PELEA DE PERROS
Un amigo muy recordado me llevó, en México, a ver una pelea de perros. Por supuesto que el palenque – que era un foso hondo – estaba en los arrabales de la ciudad y que el combate a muerte era clandestino. Clandestino, al estilo nuestro, cuando las autoridades saben perfectamente lo que sucede y cobran por su silencio. Después de que se degollaron y destriparon unos canes furiosos, en medio del griterío eufórico y aguardientoso de los apostadores salpicados de sangre y pellejos, salí al aire indispuesto, asqueado, y juré no volver a ver esas carnicerías. Lo cumplí, porque, además, en Bolivia no existen estas lides de canes, y no pasamos de las riñas de gallos, que tampoco son pasatiempos para monjitas.

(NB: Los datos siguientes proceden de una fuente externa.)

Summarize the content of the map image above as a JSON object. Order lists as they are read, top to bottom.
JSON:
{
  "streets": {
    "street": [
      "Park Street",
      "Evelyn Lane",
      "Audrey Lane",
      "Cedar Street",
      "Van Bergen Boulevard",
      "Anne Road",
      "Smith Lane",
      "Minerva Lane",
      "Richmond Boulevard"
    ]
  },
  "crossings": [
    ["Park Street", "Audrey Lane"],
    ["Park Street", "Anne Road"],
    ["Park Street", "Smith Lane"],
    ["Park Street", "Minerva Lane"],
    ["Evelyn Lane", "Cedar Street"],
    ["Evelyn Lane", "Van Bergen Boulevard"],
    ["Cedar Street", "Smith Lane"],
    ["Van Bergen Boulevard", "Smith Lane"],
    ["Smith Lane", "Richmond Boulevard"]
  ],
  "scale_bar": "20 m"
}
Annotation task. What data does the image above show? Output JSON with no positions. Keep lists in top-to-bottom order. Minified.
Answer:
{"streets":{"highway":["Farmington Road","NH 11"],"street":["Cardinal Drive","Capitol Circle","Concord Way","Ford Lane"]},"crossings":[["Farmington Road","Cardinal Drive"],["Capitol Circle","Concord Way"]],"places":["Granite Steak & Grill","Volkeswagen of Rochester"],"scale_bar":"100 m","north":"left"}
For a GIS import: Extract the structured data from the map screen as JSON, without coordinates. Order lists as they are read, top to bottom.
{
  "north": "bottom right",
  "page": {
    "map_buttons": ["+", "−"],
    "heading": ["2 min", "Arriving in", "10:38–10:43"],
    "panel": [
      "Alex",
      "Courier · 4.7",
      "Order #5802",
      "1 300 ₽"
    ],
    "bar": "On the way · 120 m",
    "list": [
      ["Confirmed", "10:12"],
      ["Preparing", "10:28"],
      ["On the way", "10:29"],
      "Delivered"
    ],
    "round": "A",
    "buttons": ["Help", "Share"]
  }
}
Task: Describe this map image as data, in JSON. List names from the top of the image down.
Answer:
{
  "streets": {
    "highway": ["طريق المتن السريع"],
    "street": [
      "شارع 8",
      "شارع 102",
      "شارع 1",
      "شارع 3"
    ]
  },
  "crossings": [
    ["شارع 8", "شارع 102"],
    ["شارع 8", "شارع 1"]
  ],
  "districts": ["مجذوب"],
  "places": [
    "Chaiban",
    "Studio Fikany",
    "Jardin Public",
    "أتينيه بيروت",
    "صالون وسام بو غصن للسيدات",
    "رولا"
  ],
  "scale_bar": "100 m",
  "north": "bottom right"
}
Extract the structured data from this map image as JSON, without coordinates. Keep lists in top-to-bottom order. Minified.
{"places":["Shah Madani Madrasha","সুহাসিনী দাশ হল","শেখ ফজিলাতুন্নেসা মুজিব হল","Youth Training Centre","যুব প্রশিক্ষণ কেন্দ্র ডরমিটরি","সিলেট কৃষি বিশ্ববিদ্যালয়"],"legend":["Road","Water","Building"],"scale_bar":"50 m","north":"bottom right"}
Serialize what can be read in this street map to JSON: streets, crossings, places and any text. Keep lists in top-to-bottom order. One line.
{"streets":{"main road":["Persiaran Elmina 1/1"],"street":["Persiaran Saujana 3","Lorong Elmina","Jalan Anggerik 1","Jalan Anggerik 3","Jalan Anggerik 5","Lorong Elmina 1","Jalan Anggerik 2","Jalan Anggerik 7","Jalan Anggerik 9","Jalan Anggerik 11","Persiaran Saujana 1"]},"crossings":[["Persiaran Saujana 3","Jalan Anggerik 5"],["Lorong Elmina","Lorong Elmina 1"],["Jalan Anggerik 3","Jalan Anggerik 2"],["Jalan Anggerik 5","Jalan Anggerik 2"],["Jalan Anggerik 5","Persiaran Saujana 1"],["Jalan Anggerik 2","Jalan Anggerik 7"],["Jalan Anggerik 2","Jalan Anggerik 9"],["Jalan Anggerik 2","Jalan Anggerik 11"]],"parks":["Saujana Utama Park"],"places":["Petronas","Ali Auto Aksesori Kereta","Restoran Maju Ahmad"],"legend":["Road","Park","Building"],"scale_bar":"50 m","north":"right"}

Pero si en Bolivia no hay peleas de perros que se destripan por apuestas, las peleas callejeras de canes se han puesto a la orden del día, y no hay jornada que amanezca sin noticias de los mordiscos en los hocicos, orejas, testículos, colas o garrones, cuyos aullidos lastimeros se registran en la prensa cotidiana. Hay dos bandas perrunas en pugna y no es por disputarse una perrita en celo – que buena razón sería – sino por el mando de todo el perraje. A ratos se juntan, mueven la cola, hasta se huelen el trasero, pero ¡zas! se produce una dentellada a traición y se arma el revoltijo.
El jefe de la manada está en el Chapare, vive allí. Le dicen que ya está viejo y cansado, que le obedecieron durante 14 años, y que en todo ese tiempo abusó del resto, que viajaba y comía demasiado, que no dejaba ninguna cachorrita inmaculada para que alguno de los otros pudiera desfogarse, que mordía ponzoñosamente a quien se le acercaba demasiado. Pero, lo peor, que, siendo jefe de todos, el perro alfa, huyó despavorido el día que se incendió el bosque y que dejó “el llano en llamas”, sin regresar durante un año, cuando ya había posesionado otro jefe de manada en la hondonada de La Paz. Eso no le perdonaron los otros perros grandes, ni siquiera los cachorros. Ahora todos le ladran, le enseñan los colmillos, se hacen pis junto a sus patas, sin respetarlo.
Y el perro viejo aúlla a la luna en las noches de calor del trópico, gime nostálgico, se entristece, pero no pierde el rencor y también muerde a los canes traidores que encuentra. Y su manada fiel, aunque reducida, sale de caza, porque no quiere que al jefe alfa lo desprecien. Ya no soportan su depresión, debido a que, según dicen, nada existe peor que ver a un perro viejo deprimido. Le acarician la cabeza, le hablan a la oreja, lo animan, le dan su lagua a la hora exacta, y de repente, se incorpora, ladra, levanta una pata trasera y mea junto a un arbusto de coca. Escarba la tierra con ira. Se envalentona y llama a una reunión de todo el perraje nacional: limpios y cuchuquis, vacunados o con rabia, fieles o felones, quiltros con sarna o alguno de raza (eso no importa porque yo tengo un perrito cunumi y peludo que se llama Simón y que jamás sería miembro de esa jauría salvaje). Luego de que ladran casi todos, machos y hembras al unísono, no reconocen al perro chapareño como jefe de manada, no hay forma, muchos no toleran al líder alfa porque temen que vuelva a mandar como antes. Piensan que es mejor que esté lejos.
Así está la perrería en estos días de septiembre, gruñendo. No se soportan unos con otros, pero sobre todo muchos no quieren a aquel perrazo que se creyó irremplazable. Todo el perrerío se juntó en una gran marcha canina hace unos días, pero el jefe de la manada valluna no quiso ni oler a algunos, ni otros tampoco lo quisieron oler a él. Ese fue muy mal inicio, muy mala señal. No olerse, entre canes, es lo mismo que no darse la mano entre humanos. Es estar al borde de la guerra. Y parece irreversible un combate de grandes averías en que los de la hoyada van a querer someter a los de los cocales. La tarea para lograrlo será ardua y todavía incierta.